A nurse plans care for a client who is bedridden. Which assessment should the nurse complete to ensure to prevent pressure ulcer formation?
- A. Nutritional intake and serum albumin levels
- B. Pressure ulcer diameter and depth
- C. Wound drainage, including color, odor, and consistency
- D. Dressing site and antibiotic ointment application
Correct Answer: A
Rationale: Assessing nutritional intake and serum albumin levels helps determine the client's nutritional status, which is critical for preventing pressure ulcers, as poor nutrition can impair skin integrity. The other options focus on treating existing pressure ulcers rather than preventing their formation.
A rehabilitation nurse cares for a client who is wheelchair bound. Which intervention should the nurse implement to prevent skin breakdown?
- A. Place pillows under the client's heels.
- B. Have the client do wheelchair push-ups.
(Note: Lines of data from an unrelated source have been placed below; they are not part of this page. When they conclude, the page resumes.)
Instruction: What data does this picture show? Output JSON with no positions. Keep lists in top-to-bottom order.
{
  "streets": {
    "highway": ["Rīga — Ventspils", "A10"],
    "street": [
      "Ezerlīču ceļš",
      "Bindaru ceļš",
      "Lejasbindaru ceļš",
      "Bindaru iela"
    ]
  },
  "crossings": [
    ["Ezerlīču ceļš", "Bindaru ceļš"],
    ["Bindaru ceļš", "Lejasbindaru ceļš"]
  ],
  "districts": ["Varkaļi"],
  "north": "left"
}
- C. Perform wound care as prescribed.
- D. Massage the client's calves and feet with lotion.
Correct Answer: B
Rationale: Clients who are wheelchair-bound should perform wheelchair push-ups for at least 10 seconds every hour to relieve pressure on weight-bearing areas, reducing the risk of skin breakdown. Pillows under the heels may increase pressure, wound care treats existing ulcers, and massaging the calves in clients with decreased mobility risks embolization.
A nurse is caring for a client who has a spinal cord injury at level T3. Which intervention should the nurse implement to assist with bladder dysfunction?
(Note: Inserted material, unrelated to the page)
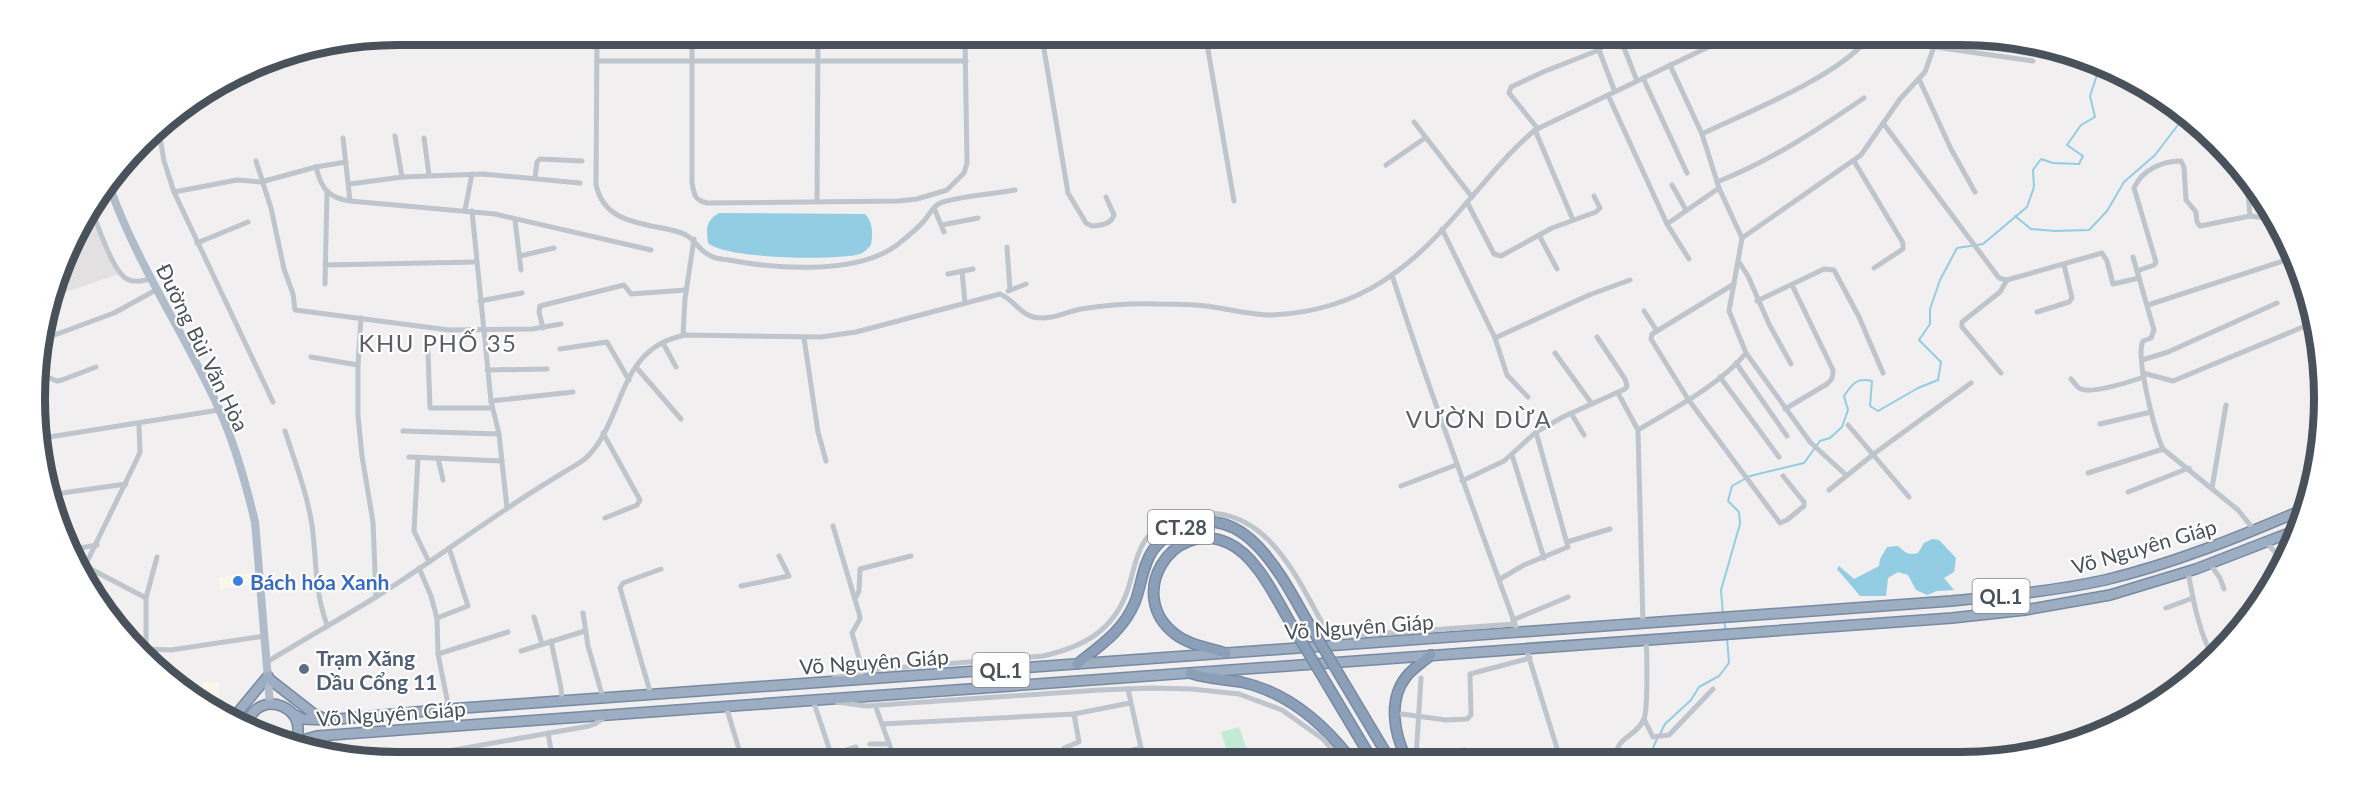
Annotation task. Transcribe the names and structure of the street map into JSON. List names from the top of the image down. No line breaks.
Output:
{"streets":{"highway":["CT.28","Võ Nguyên Giáp","QL.1"],"main road":["Đường Bùi Văn Hòa"]},"crossings":[["Đường Bùi Văn Hòa","QL.1"],["CT.28","Võ Nguyên Giáp"],["Võ Nguyên Giáp","QL.1"]],"districts":["KHU PHỐ 35","VƯỜN DỪA"],"places":["Bách hóa Xanh","Trạm Xăng Dầu Cổng 11"]}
- A. Insert an indwelling urinary catheter.
- B. Stroke the medial aspect of the thigh.
- C. Use the Credé maneuver every 3 hours.
- D. Apply a Texas catheter with a leg bag.
Correct Answer: C
Rationale: The Credé maneuver, which involves applying manual pressure to the bladder, can facilitate voiding in clients with a flaccid bladder due to a spinal cord injury at T3. Indwelling catheters increase the risk of urinary tract infections and are generally avoided. Stroking the medial thigh is used for upper motor neuron issues, not flaccid bladders. A Texas catheter is unsuitable as the client may be unaware of a full bladder and unable to control voiding.